Страница 2 из 3
«Я ухожу из этого мира,
Так до конца не выполнив свой долг.
Кровь в жилах застыла
При мысли о том,
Что мой единственный наследник Бим
Чемодан откроет.
С ним
Может случиться большое горе.
Дело в том, что собака эта – не собака вовсе
И я не её хозяйка,
В 1957 году она побывала в космосе,
Зовут ее Лайка.
Что с ней там произошло –
Доподлинно неизвестно,
Всё
Засекретили, естественно.
Но её укус смертелен, как удар кастета,
Человек умирает, но затем возвращается…»
На этом
Записки обрываются.
Москва,
МКАД,
Ночь иллюминирована луною полной,
Бим и Бом, укушенные за зад,
Бегут
И превращаются в кровавых зомби.
***
Не обернешься, когда появляется он во дворе.
Тенью коснётся тебя, как пустотой космической.
Рылов живёт в вонючей, затхлой дыре.
Страстно мечтая о мировом владычестве.
Вид на помойку из окна коммунальной квартиры.
Смотрит с блудливой улыбкой он как размножаются крысы.
Рылов себя представляет повелителем мира,
Даже когда занимается онанизмом.
Автор нескольких сотен стихотворений,
Мутных, как взгляд его после угарной попойки.
Рылов, когда напивается до инфернальных видений,
Голым отплясывает дикий народный танец и валится в койку.
И в этом сне, в этой помойной яме
Он замирает в позе зародыша и ему, наконец, не страшно.
Вот человек в образе и подобии обезьяны —
Яркий персонаж пятиэтажного зоопарка нашего
***
В сумраке неустойчивой тишины
Взгляд, то ли в тумане, то ли в болотном иле.
Смотрит, как опускают в могилу гроб жены
И предлагает присутствующим голыми станцевать на её могиле.
Сельское кладбище, покосившиеся кресты.
Вой проходящей невдалеке электрички.
Тесть, молча, снимает с себя в горошек трусы
И расстегнуть помогает тёще розовый лифчик.
В дикой присядке, они нараспев повторяют громко.
Каждое слово лицо искажает сложной гримасой:
«В мясе, страдающем живёт паразитом душонка,
Но зачем же душонка нужна здоровому мясу?».
Люди танцуют, землю пятками разбивая.
Вместе с воронами песни слагают хором.
А из проломов земных с ужасом наблюдают
Те, кто недавно были одними из этих танцоров.
Так наполняются тьмой безжизненной сумерки.
С кладбища возвращаются тени в изнеможении.
И до утра поминать они будут тех, кто еще не умер.
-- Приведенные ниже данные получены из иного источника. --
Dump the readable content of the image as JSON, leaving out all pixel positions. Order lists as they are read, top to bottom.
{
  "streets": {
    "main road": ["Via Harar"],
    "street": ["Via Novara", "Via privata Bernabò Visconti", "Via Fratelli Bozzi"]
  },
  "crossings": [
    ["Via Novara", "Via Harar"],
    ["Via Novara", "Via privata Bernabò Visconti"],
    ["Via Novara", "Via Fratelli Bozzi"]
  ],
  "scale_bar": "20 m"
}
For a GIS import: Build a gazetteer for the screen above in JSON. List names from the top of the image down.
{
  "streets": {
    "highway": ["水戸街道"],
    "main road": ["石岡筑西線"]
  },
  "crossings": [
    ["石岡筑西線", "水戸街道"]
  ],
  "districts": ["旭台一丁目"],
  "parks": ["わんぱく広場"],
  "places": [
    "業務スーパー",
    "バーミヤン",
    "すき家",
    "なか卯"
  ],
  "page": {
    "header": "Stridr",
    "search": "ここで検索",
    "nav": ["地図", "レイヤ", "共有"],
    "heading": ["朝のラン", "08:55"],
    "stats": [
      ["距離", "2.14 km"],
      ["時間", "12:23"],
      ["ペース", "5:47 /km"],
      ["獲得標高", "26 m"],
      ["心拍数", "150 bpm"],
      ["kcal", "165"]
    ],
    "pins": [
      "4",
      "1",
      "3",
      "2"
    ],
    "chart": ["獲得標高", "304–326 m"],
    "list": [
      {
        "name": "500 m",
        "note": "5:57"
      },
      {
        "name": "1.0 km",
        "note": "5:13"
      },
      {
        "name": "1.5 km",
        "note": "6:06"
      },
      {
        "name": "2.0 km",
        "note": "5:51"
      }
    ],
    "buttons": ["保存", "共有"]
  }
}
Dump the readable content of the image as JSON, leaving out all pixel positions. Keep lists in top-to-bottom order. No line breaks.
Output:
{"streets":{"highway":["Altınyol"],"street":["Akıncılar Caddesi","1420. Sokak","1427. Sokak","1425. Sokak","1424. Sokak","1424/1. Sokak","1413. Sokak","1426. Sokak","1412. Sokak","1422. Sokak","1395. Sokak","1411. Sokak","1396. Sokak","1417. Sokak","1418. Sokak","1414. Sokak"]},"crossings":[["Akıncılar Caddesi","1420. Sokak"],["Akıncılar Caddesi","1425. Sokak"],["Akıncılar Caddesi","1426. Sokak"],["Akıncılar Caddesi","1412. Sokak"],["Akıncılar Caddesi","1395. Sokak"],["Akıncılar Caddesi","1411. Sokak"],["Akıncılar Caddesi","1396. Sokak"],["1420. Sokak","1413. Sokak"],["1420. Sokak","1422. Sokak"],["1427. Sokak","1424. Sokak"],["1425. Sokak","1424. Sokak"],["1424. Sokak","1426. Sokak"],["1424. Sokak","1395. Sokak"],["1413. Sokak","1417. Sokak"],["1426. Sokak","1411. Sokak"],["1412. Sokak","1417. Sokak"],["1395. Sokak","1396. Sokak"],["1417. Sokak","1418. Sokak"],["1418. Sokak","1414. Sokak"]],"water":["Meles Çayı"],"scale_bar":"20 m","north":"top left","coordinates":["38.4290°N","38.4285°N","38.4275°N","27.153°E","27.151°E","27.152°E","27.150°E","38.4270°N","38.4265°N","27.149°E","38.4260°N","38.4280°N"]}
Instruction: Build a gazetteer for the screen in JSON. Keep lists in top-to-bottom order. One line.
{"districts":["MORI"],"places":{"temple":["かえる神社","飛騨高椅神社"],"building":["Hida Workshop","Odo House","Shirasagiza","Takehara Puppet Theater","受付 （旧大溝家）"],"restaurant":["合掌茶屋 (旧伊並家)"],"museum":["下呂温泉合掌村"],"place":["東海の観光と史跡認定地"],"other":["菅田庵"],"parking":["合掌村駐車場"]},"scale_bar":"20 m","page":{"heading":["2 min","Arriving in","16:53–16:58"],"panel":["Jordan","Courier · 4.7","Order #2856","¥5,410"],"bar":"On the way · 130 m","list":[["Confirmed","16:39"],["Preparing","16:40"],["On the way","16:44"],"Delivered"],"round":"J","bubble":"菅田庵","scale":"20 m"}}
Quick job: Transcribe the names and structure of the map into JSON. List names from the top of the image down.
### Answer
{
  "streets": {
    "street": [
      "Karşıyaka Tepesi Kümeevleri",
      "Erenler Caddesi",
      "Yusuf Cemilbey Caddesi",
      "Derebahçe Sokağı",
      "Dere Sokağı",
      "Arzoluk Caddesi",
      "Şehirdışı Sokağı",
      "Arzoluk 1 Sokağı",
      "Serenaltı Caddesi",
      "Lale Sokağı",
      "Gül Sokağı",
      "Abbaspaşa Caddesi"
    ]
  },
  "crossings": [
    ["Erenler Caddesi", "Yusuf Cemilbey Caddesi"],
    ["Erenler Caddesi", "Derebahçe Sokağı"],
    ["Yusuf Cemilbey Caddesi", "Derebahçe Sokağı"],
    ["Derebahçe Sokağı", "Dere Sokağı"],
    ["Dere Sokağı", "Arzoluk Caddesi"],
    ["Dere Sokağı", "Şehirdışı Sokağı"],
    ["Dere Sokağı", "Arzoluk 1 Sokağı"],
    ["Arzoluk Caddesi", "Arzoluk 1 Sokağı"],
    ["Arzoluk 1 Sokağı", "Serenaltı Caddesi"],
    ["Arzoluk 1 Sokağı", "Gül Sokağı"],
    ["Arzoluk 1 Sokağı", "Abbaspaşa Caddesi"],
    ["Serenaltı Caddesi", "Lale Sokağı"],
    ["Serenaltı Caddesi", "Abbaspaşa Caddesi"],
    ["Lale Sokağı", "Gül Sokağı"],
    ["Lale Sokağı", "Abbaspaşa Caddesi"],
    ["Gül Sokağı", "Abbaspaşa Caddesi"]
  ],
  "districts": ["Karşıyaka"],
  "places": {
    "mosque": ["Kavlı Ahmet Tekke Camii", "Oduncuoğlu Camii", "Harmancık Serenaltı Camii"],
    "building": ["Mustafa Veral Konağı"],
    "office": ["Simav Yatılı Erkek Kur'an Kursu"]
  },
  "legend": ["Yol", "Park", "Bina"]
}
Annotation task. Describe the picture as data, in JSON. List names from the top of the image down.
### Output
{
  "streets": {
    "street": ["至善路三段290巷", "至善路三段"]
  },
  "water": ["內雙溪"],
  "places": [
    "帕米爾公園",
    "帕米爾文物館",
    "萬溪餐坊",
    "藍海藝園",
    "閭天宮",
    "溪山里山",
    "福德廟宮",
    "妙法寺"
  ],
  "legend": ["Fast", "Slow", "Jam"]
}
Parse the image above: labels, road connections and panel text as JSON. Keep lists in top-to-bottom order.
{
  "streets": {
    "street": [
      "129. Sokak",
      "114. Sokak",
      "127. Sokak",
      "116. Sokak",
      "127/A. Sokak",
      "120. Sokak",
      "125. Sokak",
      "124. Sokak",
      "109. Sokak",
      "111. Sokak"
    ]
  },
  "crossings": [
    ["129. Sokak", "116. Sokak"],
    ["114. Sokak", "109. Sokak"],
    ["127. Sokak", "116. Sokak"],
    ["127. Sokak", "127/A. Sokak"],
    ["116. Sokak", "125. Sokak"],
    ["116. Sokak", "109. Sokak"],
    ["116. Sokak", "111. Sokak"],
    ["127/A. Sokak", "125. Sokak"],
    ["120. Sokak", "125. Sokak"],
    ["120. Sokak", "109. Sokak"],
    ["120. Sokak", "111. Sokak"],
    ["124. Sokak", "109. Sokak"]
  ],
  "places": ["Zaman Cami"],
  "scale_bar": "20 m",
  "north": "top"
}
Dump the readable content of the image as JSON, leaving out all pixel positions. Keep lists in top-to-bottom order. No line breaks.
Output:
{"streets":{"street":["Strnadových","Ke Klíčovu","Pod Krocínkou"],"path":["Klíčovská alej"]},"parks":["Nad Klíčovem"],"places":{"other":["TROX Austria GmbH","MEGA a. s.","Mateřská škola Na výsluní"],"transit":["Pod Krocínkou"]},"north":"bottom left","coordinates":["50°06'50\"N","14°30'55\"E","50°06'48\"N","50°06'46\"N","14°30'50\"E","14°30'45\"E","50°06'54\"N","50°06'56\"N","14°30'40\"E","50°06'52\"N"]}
Молча, не зажигая свет в неотапливаемом помещении.
***
У нее был классный череп,
Правильной формы, почти со всеми зубами.
На запястьях вились браслетами черви.
Она вся состояла из таких креативных деталей.
Мы выглядели не так шикарно.
Правда, у Яши бланж под глазом
Сиял гордо, как кокарда.
Да, еще Булкин был педерастом.
Нас объединяла одна идея,
А именно мистический реализм.
Мы запоем читали Мамлеева.
Это был сознательный, коллективный аутизм.
Уход в духовные катакомбы,
В мистику первого слова, в зрачок позднего Ботичелли.
Она вспыхнула перед нами атомной бомбой.
У нее был классный череп.
Булкин, вынув из ноздри палец,
Потухшим голосом объявил всем:
– Всё, доигрались.
Готовимся к жёсткому БДСМ.
Жёстко получилось, по полной программе,
Жёстче, чем Напалм Дэз.
Мы даже подумали тогда с пацанами,
Что это и есть полный пиздец.
Через полгода, выйдя из дурки,
Мы разошлись в разные стороны.
Чтобы больше никогда не встречаться друг с другом.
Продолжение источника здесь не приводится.